Elle se penche et chuchote :
– Je crains pour sa réputation ! Une demoiselle est si vite étiquetée ! Déjà qu’elle déteste les mondanités… Après ce soir, aucun jeune homme ne voudra d’elle !
– Ce qui veut dire, madame, qu’aucun jeune homme n’est digne d’elle.
Saisie, son interlocutrice pose sur elle un regard pénétrant, puis elle adresse un clin d’œil de connivence à son mari qui a écouté attentivement cet échange de propos. Légèrement rassérénée, elle laisse tomber, avec un sourire moqueur :
– Ma fille tente désespérément de me convaincre de rayer d’un grand X son agenda de jeune fille à marier rempli à craquer. Je suis à la veille de consentir !
Sentant que l’heure fatidique est sur le point de sonner, Flavie prend congé pour retourner à sa place. Au passage, elle note que, parmi les belles toilettes, il y a bien peu de sobres redingotes, deux rangées à moitié pleines… Bastien et Étienne sont assis de chaque côté de Joseph Lainier, leur ancien professeur de l’École de médecine et de chirurgie, et sont plongés avec lui dans une intense discussion. Lorsqu’elle se rassoit près de Léonie, cette dernière soupire profondément :
– Je ne peux pas m’empêcher de chercher Mme Thompson dans la foule. Je sais bien que c’est illusoire, mais elle me manque…
Flavie lève un sourcil interrogateur et Léonie lui rappelle le souvenir de la première délivrance à laquelle elles ont assisté ensemble, à l’automne 1845, cinq ans et demi auparavant. Dans l’entourage de la parturiente, Alice Lefebvre, se tenait sa vieille mère, une chaleureuse dame à l’esprit caustique dont l’amitié a été précieuse à Léonie pour se monter une clientèle. Scholastique Thompson a encouragé de ses deniers la Société compatissante et Léonie apprécie fort la liberté dont elle use dans ses propos. Hélas, ne voulant plus être à la charge de son gendre dont les affaires périclitaient à cause de la crise économique, elle a déménagé chez son autre fille, aux Trois-Rivières.
Marguerite s’avance alors, blanche comme un spectre, osant à peine regarder son public, et Flavie l’accompagne d’un regard intense. D’une voix d’abord si faible que chacun doit tendre l’oreille, elle fait l’éloge de ces générations d’accoucheuses qui se sont succédé depuis le commencement des temps. Dans un silence respectueux parfois entrecoupé de murmures d’étonnement, elle poursuit en évoquant avec habileté les praticiennes décrites dans les Saintes Écritures.
– Les sentiments de piété et de bienséance portent à croire que Dieu insuffla à Ève assez de connaissances pour se délivrer elle-même ; et par ailleurs, il est écrit que leurs descendants ne se servaient pas d’hommes pour cet office.
Avec une vision de l’histoire très ample, ce qui suscite en Flavie un élan d’admiration et de gratitude, Marguerite célèbre un savoir trop souvent méprisé, celui des femmes qui ont pour tout bagage une connaissance instinctive des accouchements et qui en font bénéficier la communauté avec générosité. Elle enchaîne avec une citation du renommé Dr Smellie lui-même, qui a écrit que, chez les Hébreux et les Égyptiens, « l’art et la pratique des accouchements était totalement entre les mains des femmes et les hommes n’étaient employés dans cette profession qu’à la dernière extrémité ».
Cléopâtre, selon l’histoire ancienne, s’appliquait à la physique et à la médecine ; l’historien Pline cite encore Livie, Olympias, Salpé… Si les médecins arabes ont théorisé, ils n’ont jamais pratiqué d’accouchements.
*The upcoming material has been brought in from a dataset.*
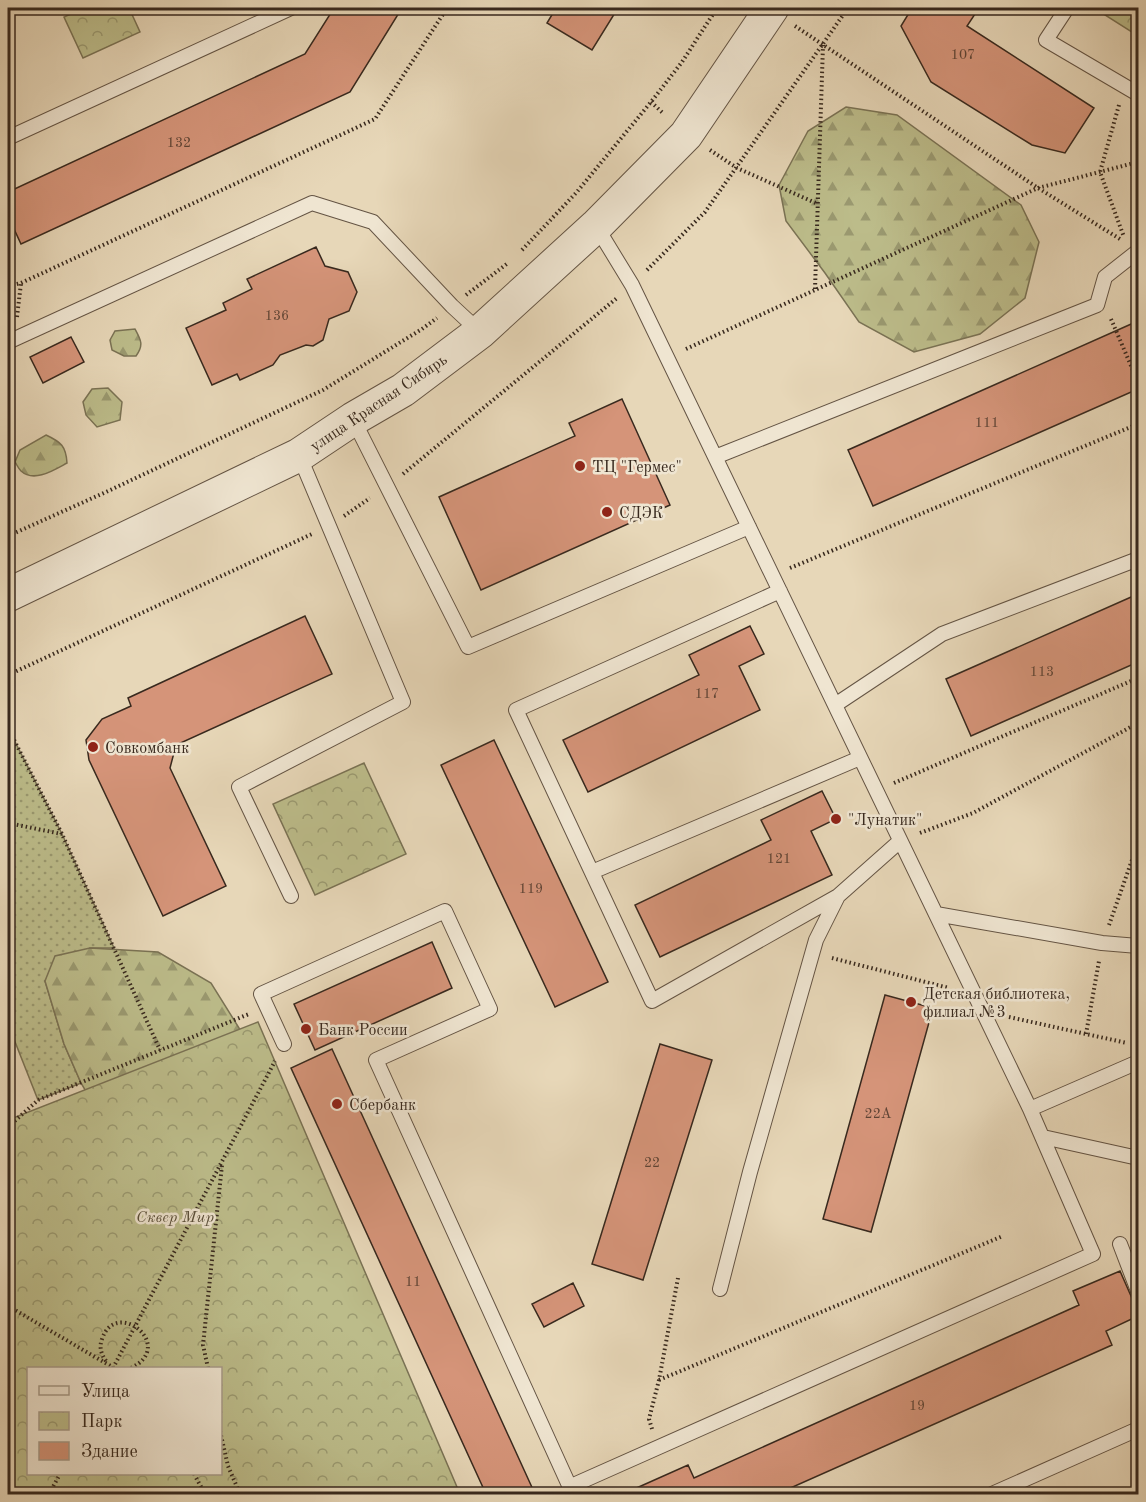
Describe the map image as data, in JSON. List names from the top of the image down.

Quant aux Orientaux, ils ignorent ce qu’est un accoucheur. De plus en plus assurée, Marguerite brosse le portrait de quelques abbesses du Moyen Âge, dont Trotula et Hildegarde de Bingen, qui ont transmis ce savoir précieux contenu dans les manuscrits savants recopiés à la main et conservés entre les murs des monastères.
La jeune conférencière ne peut retenir une note d’indignation en expliquant ensuite que, pendant la Renaissance, les possibilités d’éducation pour les sages-femmes ne se sont pas élargies au rythme des avancées de la jeune science médicale. Elles ont été confinées au chevet des femmes en couches, acquérant leur savoir par apprentissage, tandis que les hommes pouvaient devenir chirurgiens, apothicaires ou, ultimement, médecins diplômés des plus célèbres universités d’Europe.
Parallèlement, une nouvelle discipline naissait, celle des accoucheurs formés sous la férule de prétendus docteurs… titres qui se donnaient parfois, cependant, à trop bon marché.
– C’est du moins ainsi qu’une observatrice, il y a cent ans, décrivait la classe des accoucheurs : disciples qui avaient fait leur apprentissage au pied d’un automate, chirurgiens-barbiers las d’être sur le pavé, tailleurs ou charcutiers se cherchant un gagne-pain…
Un murmure de protestation ponctue cette déclaration mais, sans se démonter, Marguerite promène sur l’assemblée un regard assuré. Pour Flavie aussi, il est clair que la distinction est encore d’actualité aujourd’hui, au Bas-Canada. À côté des chirurgiens anglais formés dans les grandes écoles de leur pays et qui ont porté leur savoir à un haut niveau de raffinement, croît une cohorte de vulgaires médecins qui maîtrisent mal cette science complexe.
– Devant une situation aussi injuste, une accoucheuse anglaise, Elizabeth Nihell, a écrit un livre pamphlétaire qui va nous permettre une longue discussion sur la valeur comparée de l’art des sages-femmes et de celui des accoucheurs. Elle a publié Treatise on the Art of Midwifery à Londres en 1760, puis en France en 1771.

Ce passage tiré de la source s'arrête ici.